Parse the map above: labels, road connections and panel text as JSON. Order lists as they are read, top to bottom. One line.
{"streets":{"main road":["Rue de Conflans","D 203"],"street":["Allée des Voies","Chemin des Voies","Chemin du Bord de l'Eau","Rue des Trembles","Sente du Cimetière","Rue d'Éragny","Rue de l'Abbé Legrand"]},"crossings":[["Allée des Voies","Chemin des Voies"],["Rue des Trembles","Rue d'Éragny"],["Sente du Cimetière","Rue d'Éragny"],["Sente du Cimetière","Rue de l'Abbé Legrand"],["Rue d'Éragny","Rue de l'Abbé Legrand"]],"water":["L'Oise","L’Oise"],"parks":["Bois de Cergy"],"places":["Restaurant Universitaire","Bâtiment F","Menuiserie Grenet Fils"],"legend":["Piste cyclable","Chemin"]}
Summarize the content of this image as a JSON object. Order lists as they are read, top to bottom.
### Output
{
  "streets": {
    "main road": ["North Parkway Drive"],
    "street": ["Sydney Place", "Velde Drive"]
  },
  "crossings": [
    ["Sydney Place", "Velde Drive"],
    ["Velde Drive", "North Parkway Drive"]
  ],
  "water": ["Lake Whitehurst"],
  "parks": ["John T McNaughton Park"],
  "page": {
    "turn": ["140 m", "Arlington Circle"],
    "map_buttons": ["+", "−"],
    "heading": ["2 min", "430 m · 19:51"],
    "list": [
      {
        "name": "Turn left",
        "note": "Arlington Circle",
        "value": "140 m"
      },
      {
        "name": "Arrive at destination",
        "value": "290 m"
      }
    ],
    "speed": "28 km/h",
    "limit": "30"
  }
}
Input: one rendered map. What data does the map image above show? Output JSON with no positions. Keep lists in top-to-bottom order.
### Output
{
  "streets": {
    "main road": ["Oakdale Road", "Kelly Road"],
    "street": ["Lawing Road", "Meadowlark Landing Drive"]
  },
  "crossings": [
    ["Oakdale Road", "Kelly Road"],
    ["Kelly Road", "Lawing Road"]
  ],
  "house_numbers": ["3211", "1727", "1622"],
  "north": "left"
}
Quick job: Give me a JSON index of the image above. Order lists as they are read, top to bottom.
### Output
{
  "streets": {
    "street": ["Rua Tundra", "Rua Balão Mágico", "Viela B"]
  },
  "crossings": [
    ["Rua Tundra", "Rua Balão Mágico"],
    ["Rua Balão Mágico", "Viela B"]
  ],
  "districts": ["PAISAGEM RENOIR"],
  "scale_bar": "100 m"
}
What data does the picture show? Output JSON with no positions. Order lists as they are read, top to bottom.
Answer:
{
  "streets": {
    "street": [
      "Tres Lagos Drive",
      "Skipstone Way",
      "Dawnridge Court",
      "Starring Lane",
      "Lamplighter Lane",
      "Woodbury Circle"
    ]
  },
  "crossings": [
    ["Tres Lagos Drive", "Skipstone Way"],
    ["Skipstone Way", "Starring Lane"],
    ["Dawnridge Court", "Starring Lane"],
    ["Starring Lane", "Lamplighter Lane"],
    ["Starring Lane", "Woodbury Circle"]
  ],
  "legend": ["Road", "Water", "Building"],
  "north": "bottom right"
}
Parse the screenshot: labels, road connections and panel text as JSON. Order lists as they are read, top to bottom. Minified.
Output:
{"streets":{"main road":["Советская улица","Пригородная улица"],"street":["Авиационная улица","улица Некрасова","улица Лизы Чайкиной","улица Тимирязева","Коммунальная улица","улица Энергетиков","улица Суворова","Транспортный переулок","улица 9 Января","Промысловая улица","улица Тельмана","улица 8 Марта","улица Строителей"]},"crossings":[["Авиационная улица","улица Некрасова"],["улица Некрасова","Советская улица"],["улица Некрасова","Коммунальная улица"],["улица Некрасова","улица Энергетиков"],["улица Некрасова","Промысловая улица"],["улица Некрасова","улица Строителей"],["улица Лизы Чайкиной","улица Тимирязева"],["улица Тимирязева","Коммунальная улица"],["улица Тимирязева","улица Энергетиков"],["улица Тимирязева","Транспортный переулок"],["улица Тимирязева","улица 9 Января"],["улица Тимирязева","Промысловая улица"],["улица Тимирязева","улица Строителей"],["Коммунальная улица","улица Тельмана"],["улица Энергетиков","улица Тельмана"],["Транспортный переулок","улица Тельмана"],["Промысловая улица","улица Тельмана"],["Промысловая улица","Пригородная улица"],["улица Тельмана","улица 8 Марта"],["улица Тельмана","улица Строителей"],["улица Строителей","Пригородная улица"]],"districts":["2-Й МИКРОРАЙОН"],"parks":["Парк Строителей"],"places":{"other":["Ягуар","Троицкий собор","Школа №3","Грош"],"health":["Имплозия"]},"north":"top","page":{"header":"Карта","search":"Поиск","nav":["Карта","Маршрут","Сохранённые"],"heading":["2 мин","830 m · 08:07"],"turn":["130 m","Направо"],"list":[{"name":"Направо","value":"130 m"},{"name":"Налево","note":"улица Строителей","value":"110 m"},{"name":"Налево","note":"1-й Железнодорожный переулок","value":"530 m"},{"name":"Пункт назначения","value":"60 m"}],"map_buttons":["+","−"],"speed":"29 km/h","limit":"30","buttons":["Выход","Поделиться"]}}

# [Directions]
Would you please copy out every line of the data exactly?

# [Written answer]
Parse the map above: labels, road connections and panel text as JSON. Order lists as they are read, top to bottom. One line.
{"streets":{"main road":["Rue de Conflans","D 203"],"street":["Allée des Voies","Chemin des Voies","Chemin du Bord de l'Eau","Rue des Trembles","Sente du Cimetière","Rue d'Éragny","Rue de l'Abbé Legrand"]},"crossings":[["Allée des Voies","Chemin des Voies"],["Rue des Trembles","Rue d'Éragny"],["Sente du Cimetière","Rue d'Éragny"],["Sente du Cimetière","Rue de l'Abbé Legrand"],["Rue d'Éragny","Rue de l'Abbé Legrand"]],"water":["L'Oise","L’Oise"],"parks":["Bois de Cergy"],"places":["Restaurant Universitaire","Bâtiment F","Menuiserie Grenet Fils"],"legend":["Piste cyclable","Chemin"]}
Summarize the content of this image as a JSON object. Order lists as they are read, top to bottom.
### Output
{
  "streets": {
    "main road": ["North Parkway Drive"],
    "street": ["Sydney Place", "Velde Drive"]
  },
  "crossings": [
    ["Sydney Place", "Velde Drive"],
    ["Velde Drive", "North Parkway Drive"]
  ],
  "water": ["Lake Whitehurst"],
  "parks": ["John T McNaughton Park"],
  "page": {
    "turn": ["140 m", "Arlington Circle"],
    "map_buttons": ["+", "−"],
    "heading": ["2 min", "430 m · 19:51"],
    "list": [
      {
        "name": "Turn left",
        "note": "Arlington Circle",
        "value": "140 m"
      },
      {
        "name": "Arrive at destination",
        "value": "290 m"
      }
    ],
    "speed": "28 km/h",
    "limit": "30"
  }
}
Input: one rendered map. What data does the map image above show? Output JSON with no positions. Keep lists in top-to-bottom order.
### Output
{
  "streets": {
    "main road": ["Oakdale Road", "Kelly Road"],
    "street": ["Lawing Road", "Meadowlark Landing Drive"]
  },
  "crossings": [
    ["Oakdale Road", "Kelly Road"],
    ["Kelly Road", "Lawing Road"]
  ],
  "house_numbers": ["3211", "1727", "1622"],
  "north": "left"
}
Quick job: Give me a JSON index of the image above. Order lists as they are read, top to bottom.
### Output
{
  "streets": {
    "street": ["Rua Tundra", "Rua Balão Mágico", "Viela B"]
  },
  "crossings": [
    ["Rua Tundra", "Rua Balão Mágico"],
    ["Rua Balão Mágico", "Viela B"]
  ],
  "districts": ["PAISAGEM RENOIR"],
  "scale_bar": "100 m"
}
What data does the picture show? Output JSON with no positions. Order lists as they are read, top to bottom.
Answer:
{
  "streets": {
    "street": [
      "Tres Lagos Drive",
      "Skipstone Way",
      "Dawnridge Court",
      "Starring Lane",
      "Lamplighter Lane",
      "Woodbury Circle"
    ]
  },
  "crossings": [
    ["Tres Lagos Drive", "Skipstone Way"],
    ["Skipstone Way", "Starring Lane"],
    ["Dawnridge Court", "Starring Lane"],
    ["Starring Lane", "Lamplighter Lane"],
    ["Starring Lane", "Woodbury Circle"]
  ],
  "legend": ["Road", "Water", "Building"],
  "north": "bottom right"
}
Parse the screenshot: labels, road connections and panel text as JSON. Order lists as they are read, top to bottom. Minified.
Output:
{"streets":{"main road":["Советская улица","Пригородная улица"],"street":["Авиационная улица","улица Некрасова","улица Лизы Чайкиной","улица Тимирязева","Коммунальная улица","улица Энергетиков","улица Суворова","Транспортный переулок","улица 9 Января","Промысловая улица","улица Тельмана","улица 8 Марта","улица Строителей"]},"crossings":[["Авиационная улица","улица Некрасова"],["улица Некрасова","Советская улица"],["улица Некрасова","Коммунальная улица"],["улица Некрасова","улица Энергетиков"],["улица Некрасова","Промысловая улица"],["улица Некрасова","улица Строителей"],["улица Лизы Чайкиной","улица Тимирязева"],["улица Тимирязева","Коммунальная улица"],["улица Тимирязева","улица Энергетиков"],["улица Тимирязева","Транспортный переулок"],["улица Тимирязева","улица 9 Января"],["улица Тимирязева","Промысловая улица"],["улица Тимирязева","улица Строителей"],["Коммунальная улица","улица Тельмана"],["улица Энергетиков","улица Тельмана"],["Транспортный переулок","улица Тельмана"],["Промысловая улица","улица Тельмана"],["Промысловая улица","Пригородная улица"],["улица Тельмана","улица 8 Марта"],["улица Тельмана","улица Строителей"],["улица Строителей","Пригородная улица"]],"districts":["2-Й МИКРОРАЙОН"],"parks":["Парк Строителей"],"places":{"other":["Ягуар","Троицкий собор","Школа №3","Грош"],"health":["Имплозия"]},"north":"top","page":{"header":"Карта","search":"Поиск","nav":["Карта","Маршрут","Сохранённые"],"heading":["2 мин","830 m · 08:07"],"turn":["130 m","Направо"],"list":[{"name":"Направо","value":"130 m"},{"name":"Налево","note":"улица Строителей","value":"110 m"},{"name":"Налево","note":"1-й Железнодорожный переулок","value":"530 m"},{"name":"Пункт назначения","value":"60 m"}],"map_buttons":["+","−"],"speed":"29 km/h","limit":"30","buttons":["Выход","Поделиться"]}}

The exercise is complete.